Posted on 03/07/2003 9:15:11 PM PST by Pokey78

Make way for the Big Three.

IF IT WERE WORKING PROPERLY, a world organization like the United Nations could offer the United States official sanction for an upcoming bout, and assure the world that the heavyweight champion (no matter what kind of lowlife he is up against) will play by the rules and rein himself in; will hit clean and fight fair. Of course this is insulting. The United States has repeatedly proved that it follows the rules and fights fair. All the same, conservatives who hate the U.N. for many good reasons must acknowledge that there has never been a hyperpower heavyweight before, and that the idea of one remains frightening to many world-politics fans. The United States is wisely led today, but hasn't always been.
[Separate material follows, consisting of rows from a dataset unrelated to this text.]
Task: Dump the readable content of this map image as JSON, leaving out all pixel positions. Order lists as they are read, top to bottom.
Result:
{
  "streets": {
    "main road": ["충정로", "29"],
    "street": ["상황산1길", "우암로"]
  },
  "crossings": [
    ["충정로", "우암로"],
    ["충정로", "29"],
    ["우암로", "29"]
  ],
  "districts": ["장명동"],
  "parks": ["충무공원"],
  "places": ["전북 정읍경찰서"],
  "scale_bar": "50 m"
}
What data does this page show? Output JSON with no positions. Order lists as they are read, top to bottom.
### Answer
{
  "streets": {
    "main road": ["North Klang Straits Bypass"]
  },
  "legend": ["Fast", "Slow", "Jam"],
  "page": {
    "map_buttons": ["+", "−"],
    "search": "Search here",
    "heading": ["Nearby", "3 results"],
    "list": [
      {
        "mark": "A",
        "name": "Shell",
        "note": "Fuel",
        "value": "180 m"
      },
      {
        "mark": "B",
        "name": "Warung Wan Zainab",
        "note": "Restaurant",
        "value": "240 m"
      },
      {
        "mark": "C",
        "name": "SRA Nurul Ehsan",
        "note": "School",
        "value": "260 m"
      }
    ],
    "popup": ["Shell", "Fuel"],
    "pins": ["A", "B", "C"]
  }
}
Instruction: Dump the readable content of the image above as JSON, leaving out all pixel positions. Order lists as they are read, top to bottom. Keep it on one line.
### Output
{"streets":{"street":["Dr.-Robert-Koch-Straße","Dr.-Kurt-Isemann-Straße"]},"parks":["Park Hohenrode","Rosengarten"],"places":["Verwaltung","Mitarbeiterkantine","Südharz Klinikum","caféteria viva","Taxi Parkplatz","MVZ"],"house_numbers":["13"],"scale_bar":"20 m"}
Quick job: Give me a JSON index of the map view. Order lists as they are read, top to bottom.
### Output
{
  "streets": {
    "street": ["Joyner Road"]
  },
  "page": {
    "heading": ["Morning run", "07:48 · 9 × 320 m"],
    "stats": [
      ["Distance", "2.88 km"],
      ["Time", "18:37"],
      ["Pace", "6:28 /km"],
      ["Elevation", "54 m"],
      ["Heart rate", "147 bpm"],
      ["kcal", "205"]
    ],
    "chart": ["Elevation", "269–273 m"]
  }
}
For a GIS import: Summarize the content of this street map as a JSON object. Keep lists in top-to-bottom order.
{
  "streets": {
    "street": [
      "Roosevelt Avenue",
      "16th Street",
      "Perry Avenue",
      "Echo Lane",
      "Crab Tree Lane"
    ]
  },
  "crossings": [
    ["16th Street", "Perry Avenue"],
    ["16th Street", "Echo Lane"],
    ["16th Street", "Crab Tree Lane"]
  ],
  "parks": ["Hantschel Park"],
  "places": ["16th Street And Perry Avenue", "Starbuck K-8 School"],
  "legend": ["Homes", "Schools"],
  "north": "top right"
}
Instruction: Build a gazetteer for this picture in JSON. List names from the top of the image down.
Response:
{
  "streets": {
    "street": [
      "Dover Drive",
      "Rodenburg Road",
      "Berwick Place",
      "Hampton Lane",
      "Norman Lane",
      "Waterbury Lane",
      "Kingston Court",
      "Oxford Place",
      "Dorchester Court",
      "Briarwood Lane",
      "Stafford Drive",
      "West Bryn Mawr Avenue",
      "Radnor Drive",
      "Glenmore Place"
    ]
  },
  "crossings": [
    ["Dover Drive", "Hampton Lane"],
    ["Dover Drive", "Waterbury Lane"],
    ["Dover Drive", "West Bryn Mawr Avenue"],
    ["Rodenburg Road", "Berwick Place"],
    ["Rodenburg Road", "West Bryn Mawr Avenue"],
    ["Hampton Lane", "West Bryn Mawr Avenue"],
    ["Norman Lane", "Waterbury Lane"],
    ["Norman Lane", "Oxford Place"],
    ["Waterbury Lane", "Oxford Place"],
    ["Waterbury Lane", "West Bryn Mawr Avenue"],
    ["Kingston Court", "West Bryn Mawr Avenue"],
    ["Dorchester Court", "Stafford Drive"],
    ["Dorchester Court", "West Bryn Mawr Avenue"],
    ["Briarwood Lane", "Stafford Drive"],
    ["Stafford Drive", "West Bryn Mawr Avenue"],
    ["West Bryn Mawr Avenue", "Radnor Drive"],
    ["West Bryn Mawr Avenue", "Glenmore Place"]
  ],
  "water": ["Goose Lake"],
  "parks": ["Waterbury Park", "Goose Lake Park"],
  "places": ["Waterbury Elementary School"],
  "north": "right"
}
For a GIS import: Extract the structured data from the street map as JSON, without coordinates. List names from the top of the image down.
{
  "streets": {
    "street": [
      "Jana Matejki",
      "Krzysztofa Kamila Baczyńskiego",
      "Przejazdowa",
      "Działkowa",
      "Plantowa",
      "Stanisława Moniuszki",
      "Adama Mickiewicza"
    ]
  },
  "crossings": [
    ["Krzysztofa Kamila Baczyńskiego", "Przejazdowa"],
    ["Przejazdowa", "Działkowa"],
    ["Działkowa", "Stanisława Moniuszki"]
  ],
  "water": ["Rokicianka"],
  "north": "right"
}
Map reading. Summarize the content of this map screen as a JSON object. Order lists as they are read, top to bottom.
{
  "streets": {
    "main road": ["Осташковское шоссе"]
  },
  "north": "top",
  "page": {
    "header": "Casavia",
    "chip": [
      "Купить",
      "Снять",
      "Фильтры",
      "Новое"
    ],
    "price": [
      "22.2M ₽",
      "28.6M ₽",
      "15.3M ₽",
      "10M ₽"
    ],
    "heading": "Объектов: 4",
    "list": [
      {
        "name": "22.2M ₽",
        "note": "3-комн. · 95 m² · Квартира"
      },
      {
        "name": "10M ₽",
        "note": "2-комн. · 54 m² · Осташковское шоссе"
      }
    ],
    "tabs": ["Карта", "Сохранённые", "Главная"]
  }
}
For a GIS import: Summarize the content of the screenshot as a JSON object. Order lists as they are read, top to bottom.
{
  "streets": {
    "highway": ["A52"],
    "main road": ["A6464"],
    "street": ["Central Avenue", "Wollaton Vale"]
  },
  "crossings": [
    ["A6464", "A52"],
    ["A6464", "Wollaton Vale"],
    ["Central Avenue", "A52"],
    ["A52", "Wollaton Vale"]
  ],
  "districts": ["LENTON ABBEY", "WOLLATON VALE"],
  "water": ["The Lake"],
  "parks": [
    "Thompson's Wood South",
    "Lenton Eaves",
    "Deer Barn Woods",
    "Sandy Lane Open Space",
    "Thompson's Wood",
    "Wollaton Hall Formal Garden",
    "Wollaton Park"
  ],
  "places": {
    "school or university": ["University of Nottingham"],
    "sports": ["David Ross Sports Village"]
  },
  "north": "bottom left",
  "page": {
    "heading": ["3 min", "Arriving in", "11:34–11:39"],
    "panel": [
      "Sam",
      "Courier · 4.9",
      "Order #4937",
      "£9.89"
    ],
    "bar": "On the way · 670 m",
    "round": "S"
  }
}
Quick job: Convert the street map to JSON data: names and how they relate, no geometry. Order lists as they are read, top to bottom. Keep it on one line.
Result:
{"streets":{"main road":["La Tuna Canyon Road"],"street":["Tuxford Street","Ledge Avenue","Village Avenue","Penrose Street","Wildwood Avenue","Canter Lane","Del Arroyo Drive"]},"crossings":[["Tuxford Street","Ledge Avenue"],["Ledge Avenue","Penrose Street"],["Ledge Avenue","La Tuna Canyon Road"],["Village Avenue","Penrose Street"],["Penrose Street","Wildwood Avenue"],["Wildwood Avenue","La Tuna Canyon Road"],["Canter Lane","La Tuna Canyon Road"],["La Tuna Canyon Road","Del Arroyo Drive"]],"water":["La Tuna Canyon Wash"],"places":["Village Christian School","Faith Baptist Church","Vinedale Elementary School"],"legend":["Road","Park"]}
America's problem is not with the idea of a world organization; its problem is with the U.N. The U.N. is no good. Too often it can't do the right thing, and so it does the wrong thing in order to do something. This pattern doesn't always hold (the U.N. does good occasionally), but it is more than sufficient to damn the institution as a failure, because it is woven in, not printed on.

The great essayist E.B.White was a leading booster of the United Nations, probably its most articulate American defender ever. Nonetheless: By December 1956, 11 years after the U.N. was born, even White was fed up. He saw the pattern.

The U.N. made no sense, he concluded, if members were allowed to do whatever they felt like behind the locked doors of their own "internal domestic affairs," no matter what kind of shrieking and hollering the neighbors reported. "The United Nations should never have admitted the Communist nations on their terms," he wrote; "that is, freedom to operate behind a wall. . . . One of the preconditions of membership in the United Nations should be that the member himself will not shut his door in the face of the Club." Obviously the same holds for Iraq and other brutal dictatorships today. In 1956, Hungarian freedom-fighters had just recently rebelled against their Soviet masters. After some initial hesitation, the Red Army arrived to reinstate its puppet government and crush the rebellion beneath its tank treads. The U.N. passed resolutions; the Soviets ignored them. "By the end of November," the historian John Lukacs wrote in 1961, "the silence of a near-graveyard settled over the tragic scene of Hungary."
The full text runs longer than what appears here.